L’indice d’intégrité gouvernementale du secteur de la défense est produite tous les quatre (04) ans par Transparency International via son programme Défense et Sécurité. D’après cette nouvelle édition, le secteur de la défense en Côte d’Ivoire fait face à un risque élevé de corruption. Pour arriver à cette conclusion, l’indice évalue les risques de corruption à travers cinq (05) domaines principaux à savoir : les risques politiques, les risques financiers, les risques liés à la gestion du personnel, les risques liés à l’approvisionnement et les risques sur les opérations militaires.

Sur une échelle de notation allant de 0 à 100, la Côte d’Ivoire obtient une note globale de 22/100. Une note supérieure à la moyenne régionale qui est de 18/100. Malgré ce score, les risques de corruption au sein du secteur de la défense et de la sécurité demeurent très élevés en Côte d’Ivoire, en particulier en raison d’un manque d’engagement politique et de faible garanties institutionnelles, qui facilitent la multiplication des abus et pratiques corrompues dans le secteur, indique le rapport.

La mise en place d’un observatoire de lutte contre la corruption souhaitée

Le rapport d’évaluation note par exemple que « certains développements positifs ont vu le jour en Côte d’Ivoire au cours de ces dernières années à travers notamment, la loi de programmation militaire 2016-2020 et la levée de l’embargo partiel sur les armes, imposé par les Nations Unies.
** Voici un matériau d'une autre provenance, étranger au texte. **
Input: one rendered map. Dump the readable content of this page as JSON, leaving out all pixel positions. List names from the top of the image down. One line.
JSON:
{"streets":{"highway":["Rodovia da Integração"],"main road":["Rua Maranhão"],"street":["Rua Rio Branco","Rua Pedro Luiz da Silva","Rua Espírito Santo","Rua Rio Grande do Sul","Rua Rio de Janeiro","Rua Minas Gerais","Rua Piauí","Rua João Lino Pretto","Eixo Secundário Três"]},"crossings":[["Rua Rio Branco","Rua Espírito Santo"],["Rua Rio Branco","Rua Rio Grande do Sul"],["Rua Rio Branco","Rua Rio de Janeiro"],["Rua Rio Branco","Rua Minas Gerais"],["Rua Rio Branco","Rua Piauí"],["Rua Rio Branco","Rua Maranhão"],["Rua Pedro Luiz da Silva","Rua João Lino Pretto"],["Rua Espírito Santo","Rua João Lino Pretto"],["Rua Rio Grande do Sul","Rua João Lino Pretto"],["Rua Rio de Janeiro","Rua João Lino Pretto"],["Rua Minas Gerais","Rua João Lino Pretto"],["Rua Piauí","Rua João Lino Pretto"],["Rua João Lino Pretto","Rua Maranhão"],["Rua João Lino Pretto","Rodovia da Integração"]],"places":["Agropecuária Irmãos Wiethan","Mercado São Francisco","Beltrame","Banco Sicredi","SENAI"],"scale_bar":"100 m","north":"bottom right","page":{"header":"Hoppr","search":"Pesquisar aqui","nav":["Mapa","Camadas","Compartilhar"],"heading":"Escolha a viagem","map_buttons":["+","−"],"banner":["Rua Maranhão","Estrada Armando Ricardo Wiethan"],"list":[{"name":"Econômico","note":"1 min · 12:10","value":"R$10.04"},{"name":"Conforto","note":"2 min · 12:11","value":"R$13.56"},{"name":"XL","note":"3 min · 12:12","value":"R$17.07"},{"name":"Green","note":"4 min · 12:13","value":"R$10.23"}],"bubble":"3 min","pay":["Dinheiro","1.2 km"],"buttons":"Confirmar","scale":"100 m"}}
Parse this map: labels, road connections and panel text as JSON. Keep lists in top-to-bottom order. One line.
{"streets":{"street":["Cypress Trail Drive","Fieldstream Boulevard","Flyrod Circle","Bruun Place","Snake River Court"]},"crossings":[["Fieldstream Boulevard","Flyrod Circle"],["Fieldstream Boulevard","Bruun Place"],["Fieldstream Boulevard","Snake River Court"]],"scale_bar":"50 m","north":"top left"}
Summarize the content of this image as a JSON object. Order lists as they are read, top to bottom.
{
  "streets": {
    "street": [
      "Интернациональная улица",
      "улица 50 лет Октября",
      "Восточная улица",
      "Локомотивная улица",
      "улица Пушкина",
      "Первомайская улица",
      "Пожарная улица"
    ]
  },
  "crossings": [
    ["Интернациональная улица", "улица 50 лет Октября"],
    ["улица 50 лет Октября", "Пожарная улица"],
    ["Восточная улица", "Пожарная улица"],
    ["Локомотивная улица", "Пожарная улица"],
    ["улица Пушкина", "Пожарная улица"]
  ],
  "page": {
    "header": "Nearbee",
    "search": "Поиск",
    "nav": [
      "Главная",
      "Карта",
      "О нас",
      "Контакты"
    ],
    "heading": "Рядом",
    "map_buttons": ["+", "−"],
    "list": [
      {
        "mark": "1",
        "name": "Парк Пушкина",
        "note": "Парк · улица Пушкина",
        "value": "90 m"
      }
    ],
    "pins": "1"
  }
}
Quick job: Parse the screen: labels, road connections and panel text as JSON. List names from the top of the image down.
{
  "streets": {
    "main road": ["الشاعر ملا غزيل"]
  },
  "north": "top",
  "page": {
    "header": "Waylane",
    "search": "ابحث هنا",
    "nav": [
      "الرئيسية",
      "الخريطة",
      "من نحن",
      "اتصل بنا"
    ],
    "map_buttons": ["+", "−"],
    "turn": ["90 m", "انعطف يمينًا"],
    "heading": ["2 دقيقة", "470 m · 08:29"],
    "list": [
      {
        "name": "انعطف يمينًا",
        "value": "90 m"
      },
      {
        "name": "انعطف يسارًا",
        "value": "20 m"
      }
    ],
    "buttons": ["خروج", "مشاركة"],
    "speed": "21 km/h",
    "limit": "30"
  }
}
Ce qui reflète une stabilisation politique ». Mais en ce qui concerne la transparence et l’intégrité, l’évaluation note que « peu d’avancée ont été enregistrées ». Il évoque les mutineries de Janvier et Mai 2017 de 8.400 soldats pour illustrer ce passage et l’impute à un manque de transparence mais surtout à un manque de recevabilité du secteur de la défense face à la population.

Selon Julien Joly, chargé de projet au programme Défense et Sécurité de Transparency International, « l’indice n’a pas pour vocation de dire que telle personne ou telle institution est corrompue. Le rôle de l’indice consiste à regarder le cadre institutionnel, politique, les règles qui existent en matière de gestion du personnel, des finances, de l’approvisionnement afin de déterminer si ce cadre, ces règles sont suffisamment robuste pour réduire les risques de corruption ».

Les cinq domaines ont été évalués et le rapport recommande que dans les années à venir, il est essentiel que la Côte d’Ivoire accroisse ses efforts pour moderniser les forces armées en mettant en place des normes fortes de recevabilité ainsi que des mécanismes efficace de contrôle externe du secteur de la défense. Car il existe d’énormes défis mis en exergue par le rapport.

Un secteur entièrement aux mains de l’exécutif, échappant à tout contrôle externe

Les insuffisances en matière de contrôle externe du secteur se matérialisent par le fossé qui existe entre l’existence d’un cadre légal pour contrôler le secteur, sa mise en œuvre dans la pratique et son efficacité. La commission défense et sécurité de l’Assemblée Nationale semble limité dans sa capacité d’examen des politiques gouvernant le secteur de la défense, en particulier en terme de gestion du personnel et d’approvisionnement. En conséquence, la concentration de pouvoir entre les mains de l’exécutif signifie que les garanties institutionnelles en matière de lutte contre la corruption sont faibles,  souligne l’évaluation.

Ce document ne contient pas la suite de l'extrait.